For security and organizational reasons, this hospital permits only surgical team leaders to access the part of the database where changes to preference cards can be made. This process presents a problem if time is short for already harried team leaders. Nurses can access current records and compile and print data, but unless they are team leaders, they cannot add or delete data. In that case, nurses have to pencil in last-minute corrections on the cards and ensure that team leaders receive the annotated cards. Team leaders' responsibility for entering and updating all preference card changes into the system is daunting. At this hospital, each of about 50 physicians performs 25 to 30 different types of procedures in the OR, so 1,500 preference cards have to be updated regularly. When team leaders fall behind in their updates, they can leave a backlog of as much as several weeks and a database that does not necessarily reflect physician wishes.
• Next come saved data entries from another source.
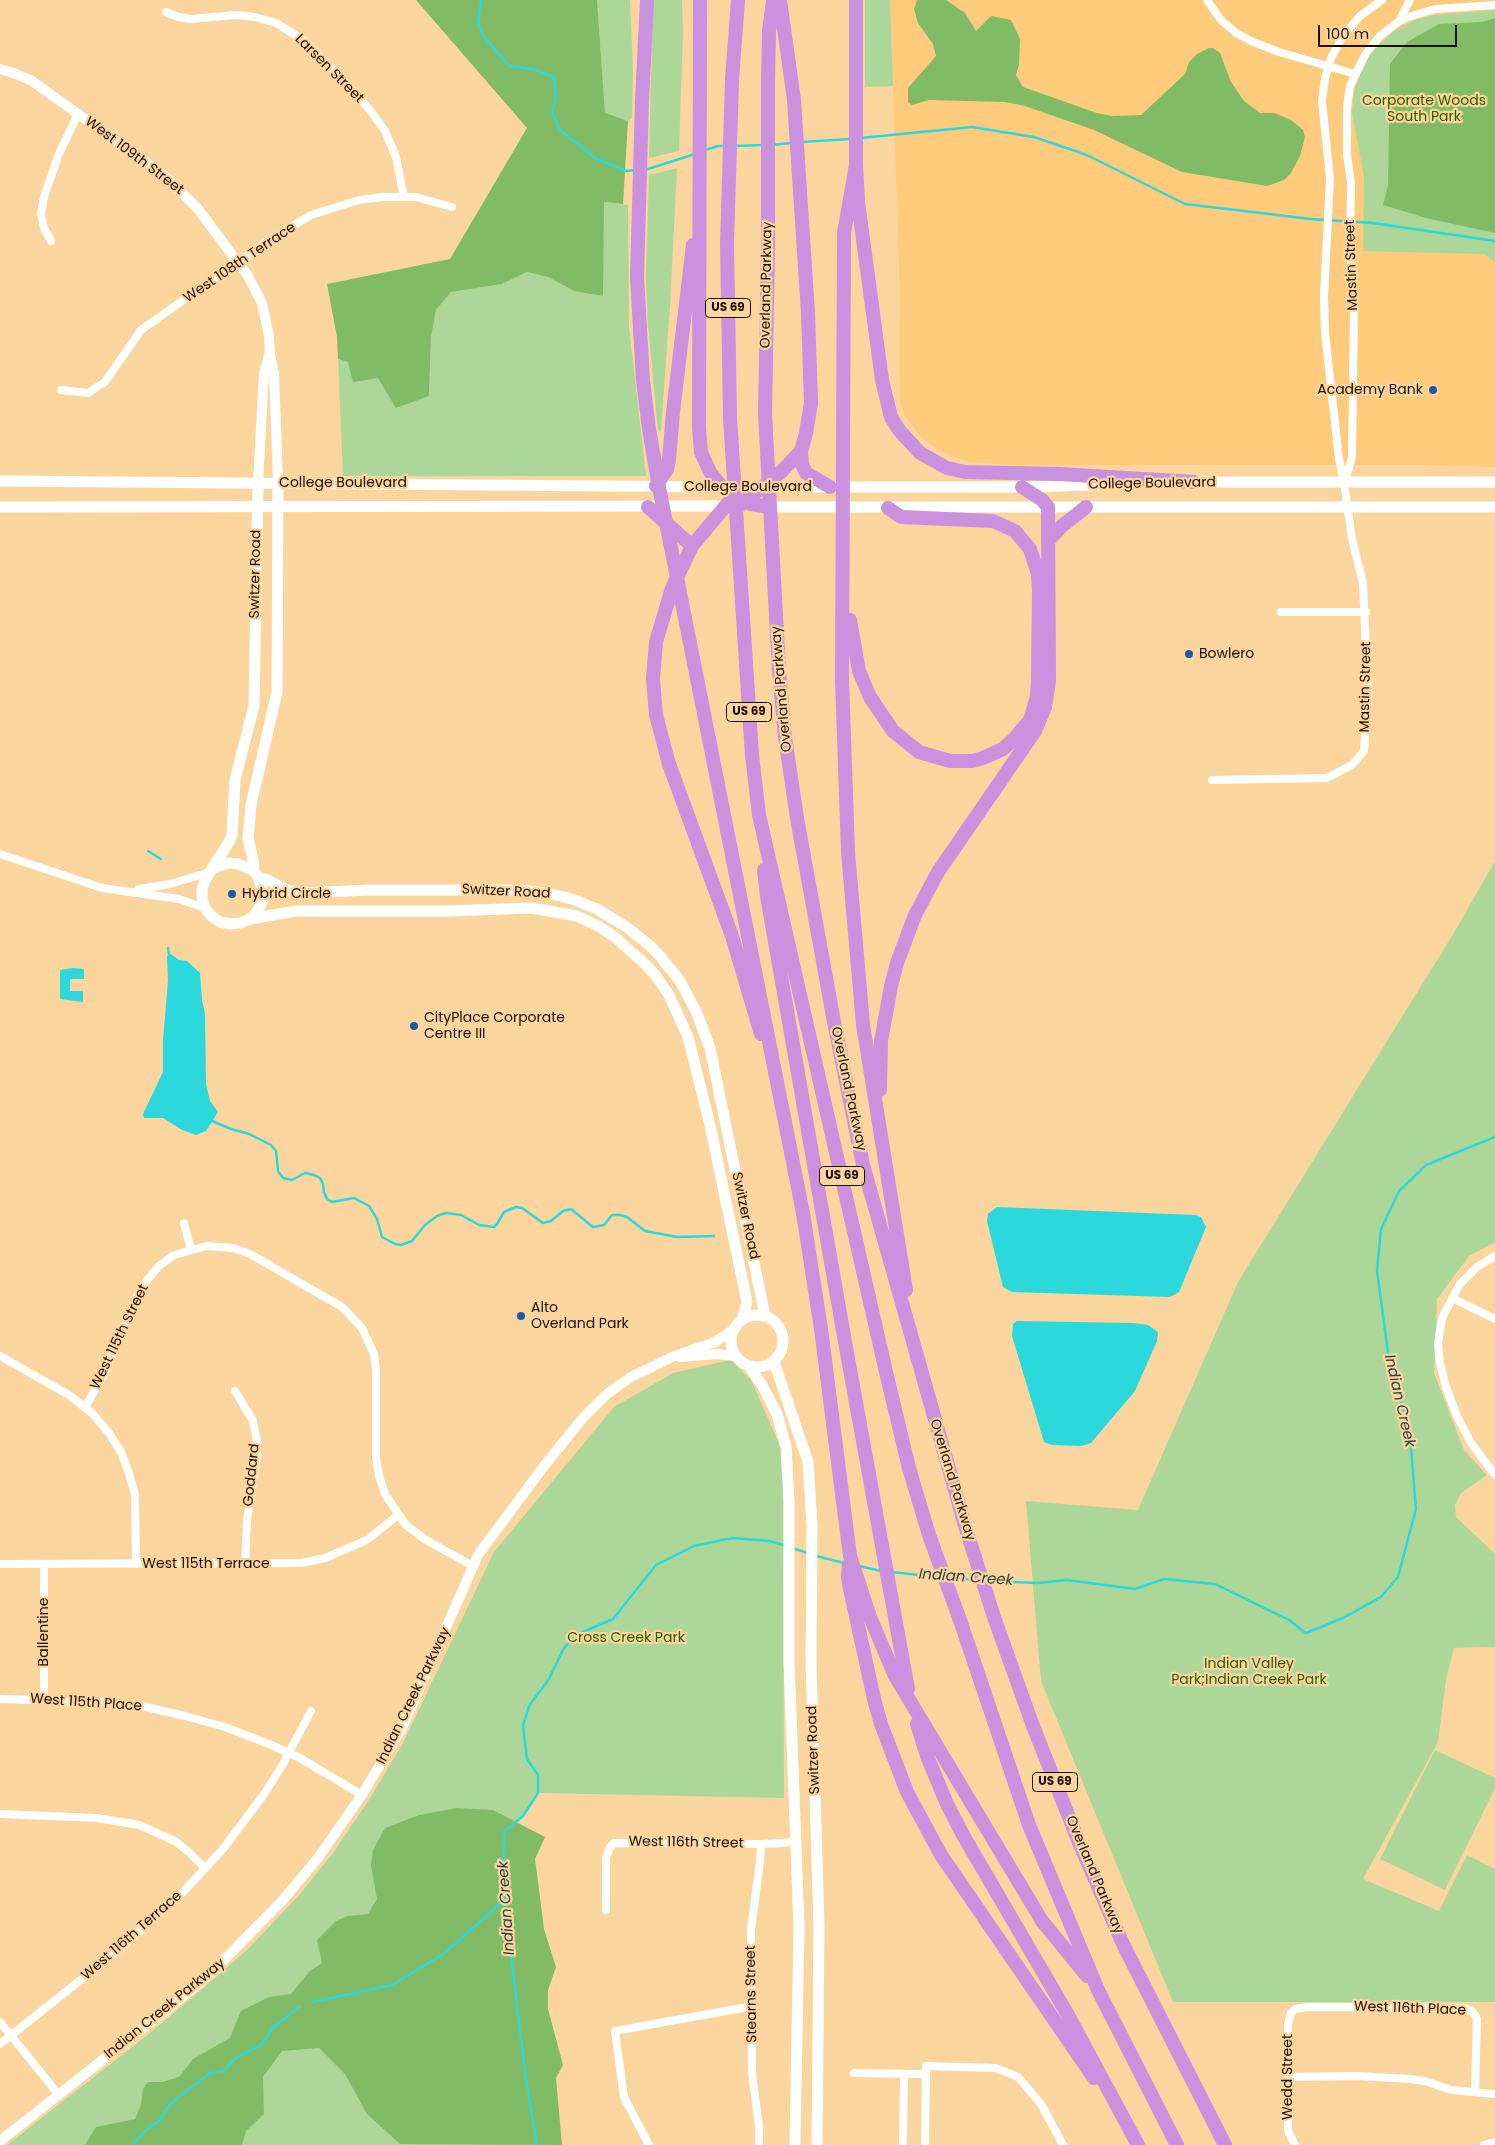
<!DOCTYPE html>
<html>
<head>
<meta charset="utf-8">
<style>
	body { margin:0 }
	#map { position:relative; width:1495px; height:2145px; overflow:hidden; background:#fbd59e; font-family:Poppins,sans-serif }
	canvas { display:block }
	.scale { position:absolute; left:1318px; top:25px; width:139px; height:22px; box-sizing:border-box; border:2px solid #1b0e00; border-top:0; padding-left:6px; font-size:15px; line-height:18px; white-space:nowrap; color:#1b0e00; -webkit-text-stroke:4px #fbd59e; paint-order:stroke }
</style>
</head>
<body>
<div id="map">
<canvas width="1495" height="2145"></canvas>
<div class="scale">100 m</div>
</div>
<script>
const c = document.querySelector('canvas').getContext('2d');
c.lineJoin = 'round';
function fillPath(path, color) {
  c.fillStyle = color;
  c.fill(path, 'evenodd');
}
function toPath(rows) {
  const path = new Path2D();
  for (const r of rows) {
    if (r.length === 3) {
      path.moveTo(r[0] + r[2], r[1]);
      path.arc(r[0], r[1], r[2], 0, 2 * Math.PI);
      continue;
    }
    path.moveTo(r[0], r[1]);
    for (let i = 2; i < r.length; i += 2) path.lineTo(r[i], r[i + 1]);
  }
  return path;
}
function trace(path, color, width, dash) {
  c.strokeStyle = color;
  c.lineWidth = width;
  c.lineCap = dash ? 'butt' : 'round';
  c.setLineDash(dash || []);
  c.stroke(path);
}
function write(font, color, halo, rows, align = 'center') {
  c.font = font + ' Poppins,sans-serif';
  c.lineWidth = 4.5;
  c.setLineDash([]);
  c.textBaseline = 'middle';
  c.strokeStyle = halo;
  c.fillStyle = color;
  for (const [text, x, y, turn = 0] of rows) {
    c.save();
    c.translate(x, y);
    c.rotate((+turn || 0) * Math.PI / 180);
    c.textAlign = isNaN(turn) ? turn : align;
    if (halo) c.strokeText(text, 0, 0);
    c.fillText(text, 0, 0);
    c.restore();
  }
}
fillPath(toPath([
	[890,0,1495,0,1495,467,1435,465,1013,465,969,462,942,452,921,437,905,416,900,402,899,265]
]), '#feca7c');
fillPath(toPath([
	[597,0,630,0,633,70,632,118,628,121,605,114],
	[653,0,682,0,683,32,679,151,649,158],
	[865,0,890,0,893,86,865,87],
	[1495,10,1495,262,1484,254,1363,251,1364,177,1352,112,1354,93,1362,67,1371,53,1385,39,1397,29,1417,19,1435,15],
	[677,168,670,306,661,430,658,431,648,325,646,276,649,175],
	[604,202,628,205,629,327,646,476,343,476,338,359,348,362,378,377,429,396,431,337,436,310,451,292,502,284,527,272,548,277,574,291],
	[1495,861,1495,1242,1469,1256,1437,1299,1434,1373,1464,1450,1487,1475,1461,1493,1455,1505,1456,1517,1495,1554,1495,1647,1454,1648,1446,1679,1438,1742,1363,1879,1439,1911,1467,1855,1495,1869,1495,2002,1173,2002,1041,1681,1026,1501,1138,1510,1238,1282,1455,931],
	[731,1360,751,1380,783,1452,784,1798,539,1793,523,1816,506,1831,537,2145,7,2145,145,2037,216,1977,249,1948,300,1894,333,1853,369,1800,403,1743,494,1552,614,1407,673,1373],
	[1435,1750,1495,1778,1495,1788,1445,1890,1380,1859]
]), '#acd799');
fillPath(toPath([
	[416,0,597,0,605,113,628,121,623,204,604,202,603,296,574,291,548,277,527,272,502,284,451,292,436,310,431,337,429,396,396,408,378,378,353,382,348,362,338,359,337,337,327,284,450,259,527,128],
	[917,0,946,0,965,13,976,31,991,16,1011,20,1020,39,1019,65,1016,75,1023,87,1097,113,1112,116,1141,115,1185,74,1189,62,1197,54,1209,48,1213,48,1220,53,1231,82,1244,101,1260,113,1274,113,1291,120,1303,130,1305,137,1300,156,1291,173,1284,180,1267,186,1182,172,1094,130,1025,106,1005,102,929,100,912,105,908,102,908,88,936,56,933,44,918,23,914,9],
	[1495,18,1495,233,1426,218,1383,205,1388,185,1390,64,1407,42,1439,24,1482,22],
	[457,1808,493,1810,545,1837,535,1859,544,1929,556,1967,548,1990,548,2009,563,2065,556,2078,562,2145,400,2144,367,2114,345,2074,319,2048,282,2051,263,2077,264,2114,246,2131,242,2145,85,2145,96,2127,135,2119,141,2105,143,2089,148,2082,162,2082,179,2077,193,2059,230,2038,241,2011,269,1997,291,1994,310,1971,322,1963,317,1940,336,1921,347,1916,368,1914,377,1899,371,1866,373,1850,385,1828,419,1815]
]), '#81bb66');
fillPath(toPath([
	[171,954,179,960,187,961,200,973,202,1000,205,1014,206,1084,210,1101,218,1112,206,1131,196,1135,182,1130,163,1118,144,1118,143,1114,163,1072,163,1040,168,981,167,956],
	[73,968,84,969,84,979,70,979,70,991,83,991,83,1002,60,999,60,970],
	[997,1207,1195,1215,1201,1217,1206,1227,1179,1292,1174,1295,1169,1297,1012,1292,1003,1287,987,1221,988,1214],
	[1017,1321,1134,1323,1148,1325,1158,1332,1157,1341,1135,1391,1091,1443,1081,1446,1052,1445,1044,1442,1012,1336,1013,1324]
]), '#2bd8db');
trace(toPath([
	[481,0,478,25,485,38,509,66,536,70,554,77,556,98,552,112,560,130,595,158,626,171,635,170],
	[861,138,972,127,1034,137,1087,155,1185,204,1311,219,1373,223,1495,241],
	[801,142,851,139],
	[772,145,791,143],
	[734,146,764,145],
	[705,150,718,146,726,146],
	[645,170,695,154],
	[148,851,161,859],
	[168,948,169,954],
	[212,1121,231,1129,249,1134,271,1145,276,1151,278,1171,283,1178,292,1180,305,1173,314,1175,320,1178,323,1184,324,1192,327,1199,332,1202,354,1198,369,1206,377,1219,382,1237,395,1244,401,1245,412,1241,425,1225,437,1216,446,1213,461,1215,479,1225,494,1227,497,1224,504,1212,516,1207,522,1208,543,1223,551,1221,563,1211,571,1209,593,1227,604,1225,612,1215,620,1215,627,1217,645,1231,677,1237,714,1236],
	[792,1548,808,1553],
	[816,1556,844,1563],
	[859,1566,881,1571],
	[891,1572,938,1577],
	[951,1578,978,1580],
	[988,1581,1038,1583,1067,1580,1135,1589,1164,1579,1215,1584,1289,1620,1306,1633,1343,1618,1381,1597,1398,1577,1416,1509,1410,1436,1388,1353,1377,1270,1381,1229,1399,1191,1426,1165,1495,1137],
	[312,2002,392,1985,445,1953,504,1900],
	[132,2145,145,2131,159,2121,170,2104,210,2073,223,2071,236,2058,261,2045,272,2029,300,2006],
	[537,2145,526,2079,504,1900,503,1859,505,1831,523,1816,538,1793,538,1775,527,1759,523,1726,529,1706,549,1679,564,1648,578,1634,613,1619,656,1565,694,1546,732,1538,769,1541,787,1546]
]), '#2bd8db', 2.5);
trace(toPath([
	[1207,0,1221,20,1236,33,1253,42,1279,52,1355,74],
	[166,12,178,17,191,19,236,15,255,17,276,23,305,41,353,90,373,114,385,131,396,157,404,197],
	[1399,21,1410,0],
	[51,241,44,228,41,214,44,197,58,156,78,114],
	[61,390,88,393,105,382,141,330,266,242,311,215,359,200,383,197,416,197,452,207],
	[1345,481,1352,457,1354,312,1350,249,1351,182,1347,155,1347,107,1350,86,1366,53,1380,36,1398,22,1408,17,1435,9,1495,5],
	[1281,612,1366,612],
	[1212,780,1327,778,1352,765,1364,751,1368,696,1363,583,1352,539,1344,482,1339,459,1325,333,1324,297,1330,178,1322,101,1325,78,1331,58,1343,36,1360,16,1382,0],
	[0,854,102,888,179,899,205,908],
	[139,889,170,884,210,872],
	[184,1223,191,1250],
	[1495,1256,1477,1267,1460,1284,1442,1318,1438,1344,1440,1363,1446,1387,1457,1416,1471,1443,1495,1475],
	[1452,1298,1495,1319],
	[0,1356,69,1395,92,1413,109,1433,121,1452,129,1473,135,1495,136,1564],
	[235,1391,253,1421,257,1441,257,1456,247,1520,245,1564],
	[85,1407,104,1375,138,1294,148,1279,159,1266,174,1255,207,1246,233,1248,250,1254,342,1307,362,1328,374,1354,376,1370,376,1457,379,1476,385,1494,405,1524,426,1540,473,1566],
	[0,1564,302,1563,325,1558,367,1540,398,1515],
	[44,1564,44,1699],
	[0,1699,108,1702,146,1707,185,1716,225,1727,269,1744,300,1758,362,1795],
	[0,1814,97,1818,139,1825,175,1841,190,1853,205,1868],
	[606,1910,606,1858,610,1847,614,1843,761,1844,785,1843,796,1840],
	[0,2022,59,2095],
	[0,2044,122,1947,183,1892,223,1849,265,1793,283,1764,311,1711],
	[854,2073,926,2074],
	[1288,2077,1357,2076,1410,2079,1425,2081,1451,2090,1495,2094],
	[649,2145,624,2097,615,2031,753,2006],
	[759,2145,759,2127,752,2073,751,1930,760,1861,761,1844],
	[903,2145,904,2074],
	[925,2145,926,2066,996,2068,1018,2077,1041,2104,1063,2145],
	[1295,2145,1288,2131,1288,2024,1291,2013,1295,2009,1307,2007,1465,2008,1473,2012,1477,2019,1475,2092],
	[1484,2145,1495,2142]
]), '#fff', 8);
trace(toPath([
	[0,69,16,74,32,81,165,176,198,209,248,276,262,303,269,336,270,354,274,374,278,482],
	[258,482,264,374,269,355],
	[680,1357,718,1354,735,1356],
	[0,2141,195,1987,221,1963,282,1901,318,1858,362,1795,402,1728,478,1555,544,1466,583,1418,607,1394,631,1377,672,1357,715,1342,733,1330]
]), '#fff', 10);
trace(toPath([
	[0,481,722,487,1022,487,1128,484],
	[1187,482,1495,482],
	[0,507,731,506],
	[762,507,1495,507],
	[213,868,228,863,238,864,253,870,258,877,263,892,262,902,257,912,250,919,240,923,230,924,220,922,211,916,205,908,202,899,202,889,205,880,229,842,232,835,235,780,254,706,258,482],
	[253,870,254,864,248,838,251,805,277,692,278,482],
	[258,877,268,880,289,891,301,893,370,890,518,890,547,893,572,899,597,909,625,926,648,944,660,956,680,981,696,1011,710,1048,765,1316],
	[250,919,296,911,448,911,532,908,577,916,600,927,616,938,646,965,656,976,669,995,688,1037,710,1125,747,1302,742,1320],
	[757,1341,26],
	[774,1362,808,1462,812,1525,811,1663,819,1926,817,2145],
	[749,1366,762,1385,777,1414,786,1447,789,1501,789,1662,799,1927,795,2145]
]), '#fff', 11);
trace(toPath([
	[647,0,642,101,637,277,643,380,649,429,659,487,803,1213,821,1329,850,1556,870,1617,895,1676,1042,1921,1087,1976],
	[700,0,699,428,701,452,710,472,722,487,733,496,750,504,770,507],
	[738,0,732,80,727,244,730,418,752,755,759,815,886,1372,909,1468,929,1535,961,1623,1029,1825,1098,1990,1177,2145],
	[773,0,769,31,768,84,768,248,765,414,779,671,785,737,797,818,834,1022,863,1165,966,1529,994,1617,1033,1726,1080,1845,1123,1944,1225,2145],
	[856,0,856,165,858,202,882,380,891,417,899,430,920,453,947,468,965,472,1059,474,1194,482],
	[856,165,844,233,842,679,848,852,863,1025,906,1290],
	[801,451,802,464,806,473,830,487],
	[656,486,667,469,669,460,673,412,693,245],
	[739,490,692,546,672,588,656,642,653,678,656,715,669,764,732,936,761,1034],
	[739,506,782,471,801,451,806,433,811,403,808,313,794,100,780,0],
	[648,507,692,546],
	[1049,540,1062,526,1086,507],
	[850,620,859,671,870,697,893,731,919,752,950,761,972,761,983,758,1003,749,1014,739,1030,720,1037,696,1038,681,1039,590,1038,574,1030,549,1015,531,993,521,901,517,888,508],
	[764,870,767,896,845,1342,908,1689],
	[880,1090,881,1041,891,986,897,963,915,915,938,872,1035,731,1045,707,1049,681,1048,507,1042,500,1022,487],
	[849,1565,848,1577,850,1589,874,1699,881,1724,907,1792,941,1855,1094,2078],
	[917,1724,927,1756,947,1804,963,1835,1068,2015,1138,2145]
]), '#c991de', 14);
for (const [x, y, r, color] of [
	[1433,390,5,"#195aaa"],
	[1189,654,5,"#195aaa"],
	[232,894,5,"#195aaa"],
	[414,1026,5,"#195aaa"],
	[521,1316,5,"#195aaa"]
]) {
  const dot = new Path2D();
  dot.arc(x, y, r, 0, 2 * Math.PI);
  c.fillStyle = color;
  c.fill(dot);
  trace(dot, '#fbd59e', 2);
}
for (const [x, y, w] of [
	[728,308,45],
	[749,712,45],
	[842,1176,45],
	[1055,1782,45]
]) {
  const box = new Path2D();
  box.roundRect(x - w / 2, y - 9.5, w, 19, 4);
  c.fillStyle = '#fbd59e';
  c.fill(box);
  trace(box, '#1b0e00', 1);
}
write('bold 12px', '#1b0e00', null, [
	["US 69",728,308],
	["US 69",749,712],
	["US 69",842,1176],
	["US 69",1055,1782]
]);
write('14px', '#1b0e00', '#fbd59e', [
	["Larsen Street",329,69,45],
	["West 109th Street",134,156,37],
	["West 108th Terrace",240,263,-34],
	["Mastin Street",1352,265,-92],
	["Overland Parkway",767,285,-89],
	["College Boulevard",343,483],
	["College Boulevard",1152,484,-1],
	["College Boulevard",748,487],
	["Switzer Road",256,574,-89],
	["Mastin Street",1366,687,-89],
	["Overland Parkway",782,689,-95],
	["Switzer Road",506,892,3],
	["Overland Parkway",848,1089,78],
	["Switzer Road",745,1216,78],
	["West 115th Street",120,1337,-64],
	["Goddard",252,1475,-84],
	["Overland Parkway",952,1480,73],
	["West 115th Terrace",206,1564],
	["Ballentine",44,1632,-90],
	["Indian Creek Parkway",414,1696,-64],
	["West 115th Place",86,1703,4],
	["Switzer Road",814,1750,-92],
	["West 116th Street",686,1843,1],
	["Overland Parkway",1094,1875,67],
	["West 116th Terrace",132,1936,-41],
	["Stearns Street",752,1994,-91],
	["Indian Creek Parkway",165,2009,-39],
	["West 116th Place",1410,2009,2],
	["Wedd Street",1288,2077,-90]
]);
write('14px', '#295e00', '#fbd59e', [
	["Corporate Woods",1424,101],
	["South Park",1424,117],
	["Cross Creek Park",626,1638],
	["Indian Valley",1249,1664],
	["Park;Indian Creek Park",1249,1680]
]);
write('14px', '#1b0e00', '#fbd59e', [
	["Academy Bank",1423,390,"right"],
	["Bowlero",1199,654],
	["Hybrid Circle",242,894],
	["CityPlace Corporate",424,1018],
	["Centre III",424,1034],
	["Alto",531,1308],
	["Overland Park",531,1324]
], 'left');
write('italic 15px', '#284243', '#fbd59e', [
	["Indian Creek",1399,1401,77],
	["Indian Creek",966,1578,4],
	["Indian Creek",507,1908,-94]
]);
</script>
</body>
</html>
The system for requesting and reporting changes also is problematic. For example, during a procedure, a surgeon casually might tell the surgical technologist about a different type of suture the surgeon wants to use the next time he or she performs the procedure. The surgical technologist might not be responsible for ensuring that these changes are made, so the technologist might not relay this information to the team leader for updating. Physicians gradually are becoming accustomed to communicating preference-card changes to the circulating nurse, who notifies the team leader. Team leaders often cannot find time to make updates for several days, however, so when the surgeon performs the same procedure the next day, the preference card might not be updated yet.